WORK INSTRUCTION:
Find the word "ring" in the records and copy every line where it occurs.
═════ RECORDS FOR THE EXERCISE
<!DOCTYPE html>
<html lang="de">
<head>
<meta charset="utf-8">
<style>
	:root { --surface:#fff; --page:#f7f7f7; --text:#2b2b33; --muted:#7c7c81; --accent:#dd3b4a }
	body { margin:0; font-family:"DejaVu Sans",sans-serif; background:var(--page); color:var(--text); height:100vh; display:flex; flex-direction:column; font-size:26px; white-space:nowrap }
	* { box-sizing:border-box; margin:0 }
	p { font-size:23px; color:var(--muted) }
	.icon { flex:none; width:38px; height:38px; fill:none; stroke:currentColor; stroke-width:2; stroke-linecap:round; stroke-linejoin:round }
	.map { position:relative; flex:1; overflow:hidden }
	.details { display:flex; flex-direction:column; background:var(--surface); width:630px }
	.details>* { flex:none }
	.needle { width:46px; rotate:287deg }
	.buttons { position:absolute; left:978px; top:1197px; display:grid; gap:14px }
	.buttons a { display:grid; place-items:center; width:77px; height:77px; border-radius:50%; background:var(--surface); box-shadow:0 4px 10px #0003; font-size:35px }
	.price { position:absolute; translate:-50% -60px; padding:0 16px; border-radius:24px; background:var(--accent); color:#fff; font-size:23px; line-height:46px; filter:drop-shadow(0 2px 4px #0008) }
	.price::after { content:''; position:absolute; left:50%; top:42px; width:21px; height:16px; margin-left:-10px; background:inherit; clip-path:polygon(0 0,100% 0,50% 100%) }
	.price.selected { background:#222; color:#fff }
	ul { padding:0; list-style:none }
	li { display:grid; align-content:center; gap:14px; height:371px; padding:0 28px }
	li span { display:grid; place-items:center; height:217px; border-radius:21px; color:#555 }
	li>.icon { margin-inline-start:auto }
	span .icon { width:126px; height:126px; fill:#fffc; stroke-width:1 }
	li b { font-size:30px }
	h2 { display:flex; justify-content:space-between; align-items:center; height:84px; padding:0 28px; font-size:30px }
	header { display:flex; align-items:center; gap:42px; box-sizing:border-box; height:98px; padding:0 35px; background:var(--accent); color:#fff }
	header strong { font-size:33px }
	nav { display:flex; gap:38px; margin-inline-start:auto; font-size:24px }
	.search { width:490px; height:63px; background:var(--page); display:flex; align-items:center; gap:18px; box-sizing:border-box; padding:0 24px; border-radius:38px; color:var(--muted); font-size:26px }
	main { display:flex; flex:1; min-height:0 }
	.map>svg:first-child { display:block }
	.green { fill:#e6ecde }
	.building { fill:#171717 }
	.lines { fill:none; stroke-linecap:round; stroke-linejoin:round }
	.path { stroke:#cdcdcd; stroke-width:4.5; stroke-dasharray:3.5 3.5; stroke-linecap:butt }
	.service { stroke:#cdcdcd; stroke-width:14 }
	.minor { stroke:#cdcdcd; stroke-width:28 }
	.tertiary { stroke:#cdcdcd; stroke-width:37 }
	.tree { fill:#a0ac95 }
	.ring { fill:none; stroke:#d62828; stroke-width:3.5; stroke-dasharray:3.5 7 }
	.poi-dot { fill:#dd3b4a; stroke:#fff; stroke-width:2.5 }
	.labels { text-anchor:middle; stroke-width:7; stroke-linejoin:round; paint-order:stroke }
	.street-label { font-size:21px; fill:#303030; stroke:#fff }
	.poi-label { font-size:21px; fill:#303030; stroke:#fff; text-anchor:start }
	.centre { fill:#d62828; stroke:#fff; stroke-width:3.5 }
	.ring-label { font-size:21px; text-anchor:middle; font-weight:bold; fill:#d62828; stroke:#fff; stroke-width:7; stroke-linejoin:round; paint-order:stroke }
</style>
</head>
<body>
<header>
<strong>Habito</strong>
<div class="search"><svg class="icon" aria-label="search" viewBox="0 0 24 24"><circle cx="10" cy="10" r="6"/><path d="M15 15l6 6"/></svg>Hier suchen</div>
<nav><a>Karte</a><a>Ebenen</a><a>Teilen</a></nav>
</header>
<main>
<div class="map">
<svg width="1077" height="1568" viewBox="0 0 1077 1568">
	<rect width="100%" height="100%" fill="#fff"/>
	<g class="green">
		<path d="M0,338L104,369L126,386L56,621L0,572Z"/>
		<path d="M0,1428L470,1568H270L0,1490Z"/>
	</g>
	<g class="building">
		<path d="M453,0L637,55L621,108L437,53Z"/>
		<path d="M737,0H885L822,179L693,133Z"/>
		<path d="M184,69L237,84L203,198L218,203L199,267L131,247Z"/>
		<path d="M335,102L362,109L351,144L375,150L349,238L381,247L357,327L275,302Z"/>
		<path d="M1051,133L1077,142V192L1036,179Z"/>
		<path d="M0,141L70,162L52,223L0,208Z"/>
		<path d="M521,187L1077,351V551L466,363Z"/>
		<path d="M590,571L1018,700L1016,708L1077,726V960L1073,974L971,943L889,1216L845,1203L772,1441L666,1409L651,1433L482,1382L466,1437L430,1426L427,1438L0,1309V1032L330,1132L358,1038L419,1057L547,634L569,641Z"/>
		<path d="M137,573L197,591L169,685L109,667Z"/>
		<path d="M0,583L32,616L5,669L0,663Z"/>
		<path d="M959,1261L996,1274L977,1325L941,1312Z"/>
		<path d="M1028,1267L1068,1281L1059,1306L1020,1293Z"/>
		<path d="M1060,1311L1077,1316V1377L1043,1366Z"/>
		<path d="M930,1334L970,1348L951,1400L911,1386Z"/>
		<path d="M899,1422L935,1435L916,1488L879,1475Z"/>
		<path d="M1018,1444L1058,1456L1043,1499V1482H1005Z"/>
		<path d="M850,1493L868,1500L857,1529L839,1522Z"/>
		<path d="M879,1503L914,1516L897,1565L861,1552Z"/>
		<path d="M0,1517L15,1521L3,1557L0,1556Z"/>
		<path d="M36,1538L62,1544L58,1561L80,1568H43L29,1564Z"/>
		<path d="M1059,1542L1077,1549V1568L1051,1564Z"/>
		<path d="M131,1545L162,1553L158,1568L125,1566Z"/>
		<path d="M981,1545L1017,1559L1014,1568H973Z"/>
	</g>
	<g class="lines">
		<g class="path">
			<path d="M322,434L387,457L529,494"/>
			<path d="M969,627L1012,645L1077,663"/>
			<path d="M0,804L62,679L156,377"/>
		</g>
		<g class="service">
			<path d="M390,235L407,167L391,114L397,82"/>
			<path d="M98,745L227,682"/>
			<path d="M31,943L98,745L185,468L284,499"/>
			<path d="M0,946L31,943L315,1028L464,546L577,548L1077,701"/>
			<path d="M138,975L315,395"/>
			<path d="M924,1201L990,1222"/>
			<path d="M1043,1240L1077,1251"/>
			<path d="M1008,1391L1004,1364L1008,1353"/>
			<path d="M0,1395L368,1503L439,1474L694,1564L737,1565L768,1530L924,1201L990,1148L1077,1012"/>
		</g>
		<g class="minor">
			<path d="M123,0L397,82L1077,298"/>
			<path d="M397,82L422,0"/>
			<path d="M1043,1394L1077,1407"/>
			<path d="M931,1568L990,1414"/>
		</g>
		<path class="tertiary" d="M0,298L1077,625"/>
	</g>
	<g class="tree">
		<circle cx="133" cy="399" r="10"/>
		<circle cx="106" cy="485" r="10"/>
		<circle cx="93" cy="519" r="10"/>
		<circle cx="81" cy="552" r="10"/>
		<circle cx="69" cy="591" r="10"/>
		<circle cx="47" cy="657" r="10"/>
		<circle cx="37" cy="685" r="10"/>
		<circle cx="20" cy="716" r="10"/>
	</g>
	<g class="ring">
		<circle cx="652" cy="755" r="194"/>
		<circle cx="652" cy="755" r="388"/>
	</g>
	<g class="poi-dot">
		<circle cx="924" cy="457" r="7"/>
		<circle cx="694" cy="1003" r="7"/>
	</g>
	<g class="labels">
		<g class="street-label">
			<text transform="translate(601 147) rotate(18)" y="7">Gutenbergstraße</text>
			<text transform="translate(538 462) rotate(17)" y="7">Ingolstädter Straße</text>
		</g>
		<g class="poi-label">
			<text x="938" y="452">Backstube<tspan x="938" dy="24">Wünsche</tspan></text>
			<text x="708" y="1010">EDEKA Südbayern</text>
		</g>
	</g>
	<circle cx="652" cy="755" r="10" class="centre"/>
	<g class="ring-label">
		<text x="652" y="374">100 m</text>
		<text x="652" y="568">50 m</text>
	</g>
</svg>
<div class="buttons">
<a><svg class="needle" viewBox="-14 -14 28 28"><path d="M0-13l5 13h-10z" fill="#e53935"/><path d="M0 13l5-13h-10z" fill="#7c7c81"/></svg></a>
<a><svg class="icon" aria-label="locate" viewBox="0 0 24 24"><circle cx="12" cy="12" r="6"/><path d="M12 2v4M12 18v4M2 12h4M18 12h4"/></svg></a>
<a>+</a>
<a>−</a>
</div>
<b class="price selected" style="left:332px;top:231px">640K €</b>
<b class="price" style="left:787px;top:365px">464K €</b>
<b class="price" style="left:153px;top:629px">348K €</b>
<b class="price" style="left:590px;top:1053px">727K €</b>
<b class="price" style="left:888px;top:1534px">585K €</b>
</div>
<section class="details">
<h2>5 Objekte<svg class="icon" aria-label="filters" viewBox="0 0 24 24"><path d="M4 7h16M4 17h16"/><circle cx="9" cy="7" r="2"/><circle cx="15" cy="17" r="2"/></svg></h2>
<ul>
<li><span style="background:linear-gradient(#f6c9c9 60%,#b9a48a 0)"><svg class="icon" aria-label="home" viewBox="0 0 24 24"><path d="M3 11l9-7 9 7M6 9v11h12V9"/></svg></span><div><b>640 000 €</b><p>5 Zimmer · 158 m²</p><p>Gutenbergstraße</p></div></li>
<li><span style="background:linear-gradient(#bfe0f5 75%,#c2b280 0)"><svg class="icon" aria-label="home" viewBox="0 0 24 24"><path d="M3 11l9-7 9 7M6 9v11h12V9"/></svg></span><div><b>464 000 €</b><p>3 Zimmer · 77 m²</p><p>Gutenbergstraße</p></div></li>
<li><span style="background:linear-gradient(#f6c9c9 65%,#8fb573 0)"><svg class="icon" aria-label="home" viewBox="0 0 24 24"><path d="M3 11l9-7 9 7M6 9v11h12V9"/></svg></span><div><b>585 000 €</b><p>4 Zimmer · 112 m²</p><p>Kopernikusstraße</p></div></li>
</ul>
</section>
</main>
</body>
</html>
══════════
RESULT FOR THIS TASK:
	.ring { fill:none; stroke:#d62828; stroke-width:3.5; stroke-dasharray:3.5 7 }
	.ring-label { font-size:21px; text-anchor:middle; font-weight:bold; fill:#d62828; stroke:#fff; stroke-width:7; stroke-linejoin:round; paint-order:stroke }
	<g class="ring">
	<g class="ring-label">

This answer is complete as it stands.